Une bataille pour le chèque ou pour l’emploi ?

Depuis le début du conflit, on sent dans les différentes prises de paroles, tracts, et discussions, que la question n’est pas tranchée. S’agit-il de refuser le PSE et ses suppressions d’emplois ou d’en accepter le cadre en négociant seulement les indemnités, et plus généralement les "mesures d’accompagnement" ?

Cela n’a l’air de rien, mais les revendications avancées jouent souvent un rôle important. Dans le cadre d’une lutte ouvrière, elles ne sont pas une simple demande au patron, mais permettent surtout de fixer un but, et donc de se serrer les coudes autour d’un objectif à atteindre. Se battre pour le maintien total des emplois n’est pas la même chose que se battre pour des indemnités de licenciements plus élevées. Quand dans les ateliers, les collègues expliquent que "faire grève juste pour le chèque, ça ne m’intéresse pas", ils témoignent de cela.

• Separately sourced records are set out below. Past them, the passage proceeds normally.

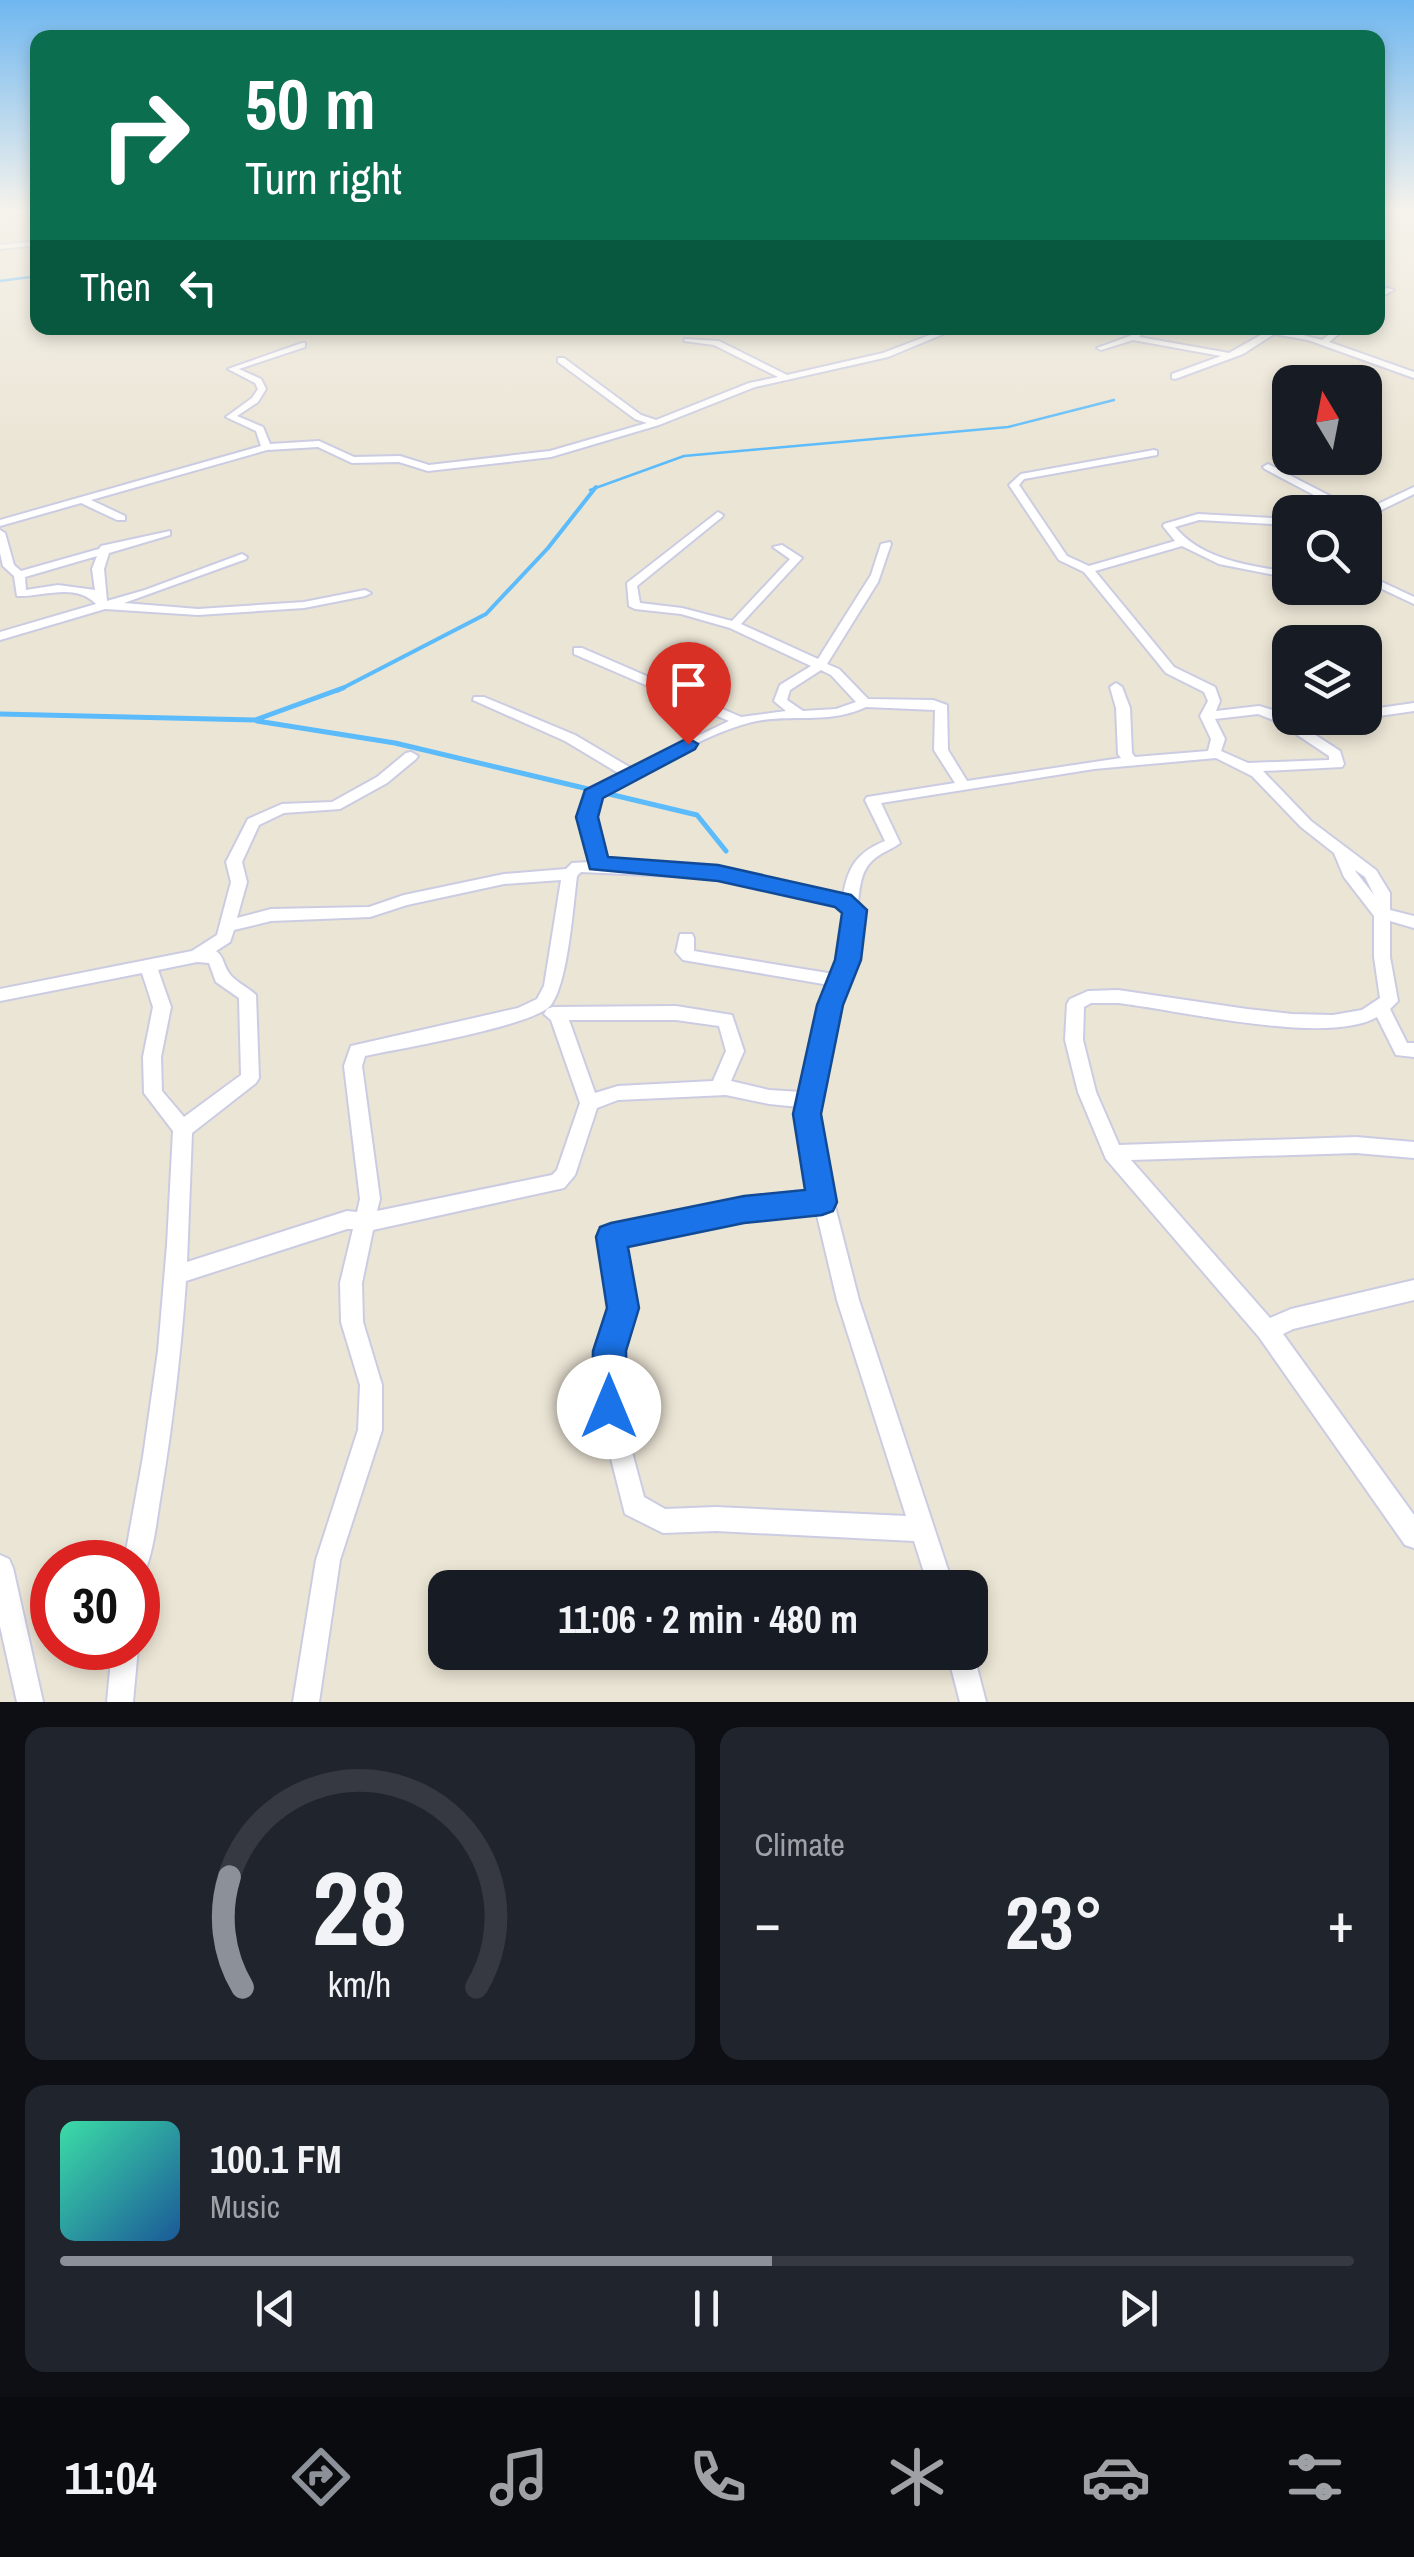 <!DOCTYPE html>
<meta charset="utf-8">
<style>
:root{--surface:#171b24;--page:#20242c;--text:#f1f3f6;--muted:#9ea1a6;--line:#363941;--accent:#8c9099}
body{margin:0;font-family:"Archivo Narrow",sans-serif;background:var(--page);color:var(--text);height:100vh;display:flex;flex-direction:column;font-size:38px;white-space:nowrap}
*{box-sizing:border-box;margin:0}
p{font-size:32px;color:var(--muted)}
.icon{flex:none;width:55px;height:55px;fill:none;stroke:currentColor;stroke-width:2;stroke-linecap:round;stroke-linejoin:round}
.map{position:relative;height:1702px;overflow:hidden}
.details{display:flex;flex-direction:column;gap:25px;padding:25px;background:#0d0f14;flex:1}
.details>*{flex:none}
.banner{position:absolute;left:30px;top:30px;width:1355px;height:305px;border-radius:20px;box-shadow:0 5px 15px #0003;background:#0b6e4f;color:#fff;overflow:hidden}
.needle{width:65px;rotate:350deg}
.fabs{position:absolute;left:1272px;top:365px;display:grid;gap:20px}
.fabs a{display:grid;place-items:center;width:110px;height:110px;border-radius:20px;background:var(--surface);box-shadow:0 5px 15px #0003;font-size:50px}
.speed{position:absolute;left:30px;top:1540px;display:flex;gap:20px;font-size:50px;font-weight:700;text-align:center}
.speed>*{display:grid;place-content:center;width:130px;height:130px;border-radius:50%;background:var(--surface);box-shadow:0 5px 15px #0003;line-height:1}
.speed .limit{border:15px solid #d22;background:#fff;color:#111}
.pin{position:absolute;display:grid;place-items:center;width:85px;height:85px;color:#fff;margin:-102px -42px;border-radius:50% 50% 50% 0;rotate:-45deg;box-shadow:0 0 10px #0007}
.pin .icon{rotate:45deg}
.me{position:absolute;width:110px;margin:-55px;rotate:0deg;stroke-linejoin:round;filter:drop-shadow(0 0 8px #0008)}
.turn{display:flex;align-items:center;gap:35px;height:210px;padding:0 50px;font-size:45px}
.turn .icon{width:130px;height:130px;stroke-width:2.5}
.turn b{display:block;font-size:70px;line-height:85px}
.then{display:flex;align-items:center;height:95px;padding:0 50px;background:#0003;gap:20px;font-size:38px}
.big{font-size:75px;font-weight:700;line-height:1.1}
.details .tile{flex:1;display:flex;flex-direction:column;justify-content:center;gap:15px;min-width:0;padding:0 35px;border-radius:20px;background:var(--page)}
.details .dial{align-items:center;gap:0}
.dial svg{height:260px;overflow:visible;fill:none;stroke:var(--line);stroke-width:7;stroke-linecap:round;text-anchor:middle}
.dial text{fill:var(--text);stroke:none}
.song{display:flex;align-items:center;gap:30px}
.cover{width:120px;height:120px;border-radius:15px;background:linear-gradient(135deg,hsl(160 70% 55%),hsl(210 70% 35%))}
.played{height:10px;border-radius:5px;background:linear-gradient(90deg,var(--accent) 55%,var(--line) 55%)}
.keys{display:flex;justify-content:space-around;direction:ltr}
.heat{display:flex;justify-content:space-between;align-items:center;font-size:55px;direction:ltr}
.details .tiles{flex:1;display:grid;gap:25px;grid-template-columns:1fr 1fr}
.tile:last-child{grid-column:span 2}
.trip{position:absolute;left:428px;top:1570px;width:560px;height:100px;border-radius:20px;background:var(--surface);box-shadow:0 5px 15px #0003;font-weight:700;line-height:100px;text-align:center}
.tab-bar{display:flex;height:160px;justify-content:space-around;align-items:center;background:#090b0e;color:var(--muted)}
.tab-bar .icon{width:70px;height:70px}
.tab-bar .selected{color:var(--accent)}
.tab-bar b{font-size:45px;color:var(--text)}
.map>svg:first-child{display:block}
.lines{fill:none;stroke-linecap:round;stroke-linejoin:round}
.stream-far2{stroke:#5bbbfb;stroke-width:2.5}
.stream-far1{stroke:#5bbbfb;stroke-width:4}
.stream{stroke:#5bbbfb;stroke-width:5}
.street-casing{stroke:#cbcce2;stroke-width:4}
.street{fill:#fff;fill-rule:evenodd}
.route{fill:#1a73e8;stroke:#114b97;stroke-width:2.5}
</style>
<div class="map">
<svg width="1414" height="1702" viewBox="0 0 1414 1702">
<rect width="100%" height="100%" fill="#ebe5d5"/>
<g class="lines">
<path class="stream-far2" d="M0 281 38 276
M590 490 684 456 1008 427 1114 400"/>
<path class="stream-far1" d="M337 691 486 614 548 548 596 487"/>
<path class="stream" d="M0 714 255 720 343 688
M257 721 395 743 697 815 726 851"/>
<g class="street-casing">
<path id="street" d="M1409 209H1414V212Z
M38 210V214L0 215V211Z
M38 241V245L0 249V245Z
M1387 288 1394 290 1378 298V293Z
M948 328H958L888 357 755 387 659 425 551 457 428 471 399 462 352 463 318 447 267 450 91 500 125 516V520H117L81 503 0 526V520L261 446 256 431 226 417 252 398 258 389 255 383 228 369 302 343H305V347L239 369 261 379 266 389 258 402 237 416 263 427 270 444 319 441 354 457 400 456 429 465 550 451 647 423 635 419 558 362V358H564L641 415 656 420 749 383 778 377 714 345 684 341 685 339 719 341 787 375 883 353Z
M1140 328H1148L1139 337 1229 353 1266 332 1250 328H1275L1322 340 1338 328H1346L1329 342 1414 372V378L1308 340 1274 334 1243 354 1175 379 1172 378V374L1221 356 1133 340 1101 350 1097 348 1130 336Z
M1154 450 1157 451V455L1024 479 1019 485 1067 556 1089 566 1175 541 1163 526 1164 524 1198 514 1290 519V525L1199 520 1175 527C1202 560 1250 566 1290 572V578L1219 564 1182 546 1095 571 1174 667 1215 687 1220 701 1216 711 1259 706 1290 715V718H1330L1323 722 1297 723 1340 751 1344 764 1342 767 1263 771 1311 821 1376 870 1390 893V910L1414 916V928L1390 921V957L1398 1001 1390 1009 1407 1043H1414V1057L1396 1055 1377 1017C1327 1046 1179 1010 1118 1003H1091L1084 1007 1083 1040 1096 1092 1119 1145 1356 1137 1414 1142V1158L1356 1153 1131 1160 1270 1318 1291 1309 1414 1280V1300L1293 1329 1283 1334 1414 1515V1548L1405 1545 1259 1337 1106 1159 1078 1092 1065 1040 1067 1004 1070 999 1088 991 1118 990 1247 1009 1292 1014 1333 1015 1362 1010 1380 998 1374 957V916L1344 877 1334 853 1301 827 1252 776 1216 758 1094 769 881 803 900 843C894 848 885 851 878 856 861 867 860 885 858 903L863 910 856 960 839 1005 816 1114 819 1144 859 1300 954 1588H929L914 1541 716 1531 663 1533 625 1514 598 1407V1351L612 1308 601 1237 604 1231 744 1201 812 1194 799 1144V1107L769 1104 726 1095 618 1100 597 1108 575 1175 564 1188 373 1230 362 1283 363 1322 382 1385V1430L340 1560 319 1702H293L316 1560 358 1430 360 1385 341 1322 340 1283 353 1229H347L186 1281C181 1351 173 1420 162 1488 157 1515 155 1546 145 1571L138 1574V1562H124L143 1457 158 1351 167 1245 173 1131 144 1093 143 1057 153 1007 142 973 0 1001V989L192 951 217 935 231 882 226 862 248 819 282 804 332 802 377 777 406 753 411 752 418 756 416 759 387 783 340 809 284 813 259 825 242 862 247 882 237 918 271 909 369 907 404 895 504 874 566 869 572 863 590 862 580 817 586 795 620 774 565 741 473 700 474 697H484L575 735 631 768 729 721 574 654V648H582L741 717 786 711 774 701 780 685 811 666 730 628 681 614 635 609 629 606 627 583 718 512 723 515 722 517 637 586 640 603 682 608 732 621 790 559 773 547 782 545 802 558 741 624 818 659 871 575 881 544 890 542 891 544 878 582 827 664 839 669 868 699 933 700 947 705 948 750 967 781 1121 758 1118 754 1116 708 1110 687 1116 683 1122 687 1130 708 1132 753 1135 757 1208 751 1211 739 1200 716 1208 701 1204 692 1166 673 1084 572 1059 560 1009 485 1021 474ZM821 670 831 675 856 702 836 709 803 711 787 700 790 690ZM866 707 935 710 934 750 955 783 867 797 865 800 885 841C857 852 847 868 843 897L718 868 605 863 594 817 600 797C644 772 703 734 752 722 790 713 829 725 866 707ZM1258 714 1278 722 1329 756V760L1248 763 1221 751 1225 739 1215 719ZM1355 870 1365 877 1374 895 1356 872ZM581 872 718 878 845 908 847 911 840 960 834 974 694 951V938L692 934H680L676 952 683 960 829 985 821 1005 802 1092 769 1090 731 1081 744 1051 732 1015 676 1006 553 1007 547 1009 544 1014 551 1020 580 1103 557 1170 552 1175 377 1211 380 1199 362 1066 365 1056C398 1049 534 1026 551 1005 568 982 573 907 577 876ZM561 880 544 986 537 999 518 1008 351 1046 344 1066 360 1199 357 1212 347 1211 187 1262 192 1133 256 1083 259 1078 256 995C248 987 235 982 229 973 222 963 225 958 216 951L230 942 234 930 271 921 370 917 407 905 504 884ZM197 962 209 963 216 982 239 998 241 1075 184 1117 162 1091 161 1057 171 1007 158 970ZM569 1020H676L719 1026 726 1051 713 1081 618 1086 595 1093ZM816 1211 837 1300 906 1516 716 1507 665 1509 644 1497 620 1407V1351L634 1308 622 1244 744 1219Z
M1268 464 1357 510 1358 512H1346L1265 469 1263 467Z
M1414 487V494L1369 516 1365 517V512H1361Z
M0 530 5 533 14 565 21 571 99 549 101 546 170 531V535L109 553 104 569 107 601 145 590 242 554 247 557 246 559 124 603 198 609 304 602 365 590 371 593 365 596 304 608 198 615 105 609 0 640V632L96 604C75 582 43 597 17 596L14 576 3 566 0 553ZM97 556 92 569 95 590 58 585 26 590 25 577Z
M1365 574 1414 597V604L1365 581Z
M1414 703V711L1365 718H1363L1365 710Z
M0 1555 9 1559 13 1568 43 1702H17L0 1626Z
M970 1645 973 1652 986 1702H960L947 1652H970Z
M138 1647V1648L133 1702H107L112 1648Z"/>
</g>
<use href="#street" class="street"/>
</g>
<linearGradient id="sky" x2="0" y2="1"><stop stop-color="#6fb7f0"/><stop offset="0.47" stop-color="#f6f3ec"/><stop offset="1" stop-color="#f6f3ec" stop-opacity="0"/></linearGradient>
<rect width="1414" height="448" fill="url(#sky)"/>
<path class="route" d="M688 738 698 744 695 749 603 798 598 817 608 857 718 865 851 895 867 910 861 960 843 1005 821 1114 837 1202 833 1211 822 1215 744 1223 628 1247 639 1308 626 1351 627 1407 621 1419 609 1424 597 1419 592 1407 593 1351 607 1308 596 1237 600 1227 611 1223 744 1196 805 1190 793 1114 817 1005 835 960 842 913 835 907 718 881 590 869 576 817 585 790Z"/>
</svg>
<div class="fabs">
<a><svg class="needle" viewBox="-14 -14 28 28"><path d="M0-13l5 13h-10z" fill="#e53935"/><path d="M0 13l5-13h-10z" fill="#9ea1a6"/></svg></a>
<a><svg class="icon" aria-label="search" viewBox="0 0 24 24"><circle cx="10" cy="10" r="6"/><path d="M15 15l6 6"/></svg></a>
<a><svg class="icon" aria-label="layers" viewBox="0 0 24 24"><path d="M12 4l9 5-9 5-9-5zM3 14l9 5 9-5"/></svg></a>
</div>
<div class="speed"><div class="limit">30</div></div>
<div class="pin" style="left:688px;top:744px;background:#d93025"><svg class="icon" aria-label="arrive" viewBox="0 0 24 24"><path d="M6 21V4h12l-3 4 3 4H6"/></svg></div>
<svg class="me" style="left:609px;top:1407px" viewBox="-20 -20 40 40"><circle r="19" fill="#fff"/><path d="M0-13L10 11 0 6-10 11z" fill="#1a73e8"/></svg>
<div class="trip">11:06 · 2 min · 480 m</div>
<div class="banner">
<div class="turn"><svg class="icon" aria-label="right" viewBox="0 0 24 24"><path d="M7 20v-9h11M14 6l5 5-5 5"/></svg><div><b>50 m</b>Turn right</div></div>
<div class="then">Then<svg class="icon" aria-label="left" viewBox="0 0 24 24"><path d="M17 20v-9H6M10 6l-5 5 5 5"/></svg></div>
</div>
</div>
<section class="details">
<div class="tiles">
<div class="tile dial"><svg viewBox="0 0 100 80">
<path d="M14 69A42 42 0 1 1 86 69"/>
<path d="M14 69A42 42 0 0 1 10 35" stroke="#8c9099"/>
<text x="50" y="56" font-size="32" font-weight="700">28</text>
<text x="50" y="72" font-size="11">km/h</text>
</svg></div>
<div class="tile"><p>Climate</p>
<div class="heat"><a>−</a><b class="big">23°</b><a>+</a></div>
</div>
<div class="tile">
<div class="song"><i class="cover"></i><div><b>100.1 FM</b><p>Music</p></div></div>
<div class="played"></div>
<div class="keys"><svg class="icon" aria-label="previous" viewBox="0 0 24 24"><path d="M18 5L8 12l10 7zM5 5v14"/></svg><svg class="icon" aria-label="pause" viewBox="0 0 24 24"><path d="M8 5v14M16 5v14"/></svg><svg class="icon" aria-label="next" viewBox="0 0 24 24"><path d="M6 5l10 7-10 7zM19 5v14"/></svg></div>
</div>
</div>
</section>
<nav class="tab-bar">
<b>11:04</b>
<svg class="icon selected" aria-label="directions" viewBox="0 0 24 24"><path d="M12 3l9 9-9 9-9-9zM9 14v-3h6M13 9l2 2-2 2"/></svg>
<svg class="icon" aria-label="music" viewBox="0 0 24 24"><path d="M9 18V5l10-2v13"/><circle cx="6" cy="18" r="3"/><circle cx="16" cy="16" r="3"/></svg>
<svg class="icon" aria-label="phone" viewBox="0 0 24 24"><path d="M5 4h4l2 5-3 2q2 4 5 5l2-3 5 2v4C11 20 4 13 5 4z"/></svg>
<svg class="icon" aria-label="climate" viewBox="0 0 24 24"><path d="M12 3v18M4 7l16 10M4 17L20 7"/></svg>
<svg class="icon" aria-label="car" viewBox="0 0 24 24"><path d="M5 17H2v-5l4-1 3-4h7l3 4 3 1v5h-3M9 17h6M6 11h13"/><circle cx="7" cy="17" r="2"/><circle cx="17" cy="17" r="2"/></svg>
<svg class="icon" aria-label="filters" viewBox="0 0 24 24"><path d="M4 7h16M4 17h16"/><circle cx="9" cy="7" r="2"/><circle cx="15" cy="17" r="2"/></svg>
</nav>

C’est le bilan, amer, que tirait récemment Xavier Mathieu, figure emblématique des Continental, expliquant la casse sociale qu’avait représenté le PSE (et son lot de suicides, de chômeurs et de dépressions) face à laquelle les indemnités avaient en fait été bien peu de choses… Habituellement, s’engager dans une lutte n’est pas un choix que l’on prend à la légère. C’est pour cette raison que pour entraîner largement, la question est aussi de proposer une bataille et des objectifs « qui vaillent la peine ».

Cette question s’était aussi posé dans la lutte de PSA Aulnay contre leur PSE, et les ouvriers en tirent un bilan similaire sur les indemnités.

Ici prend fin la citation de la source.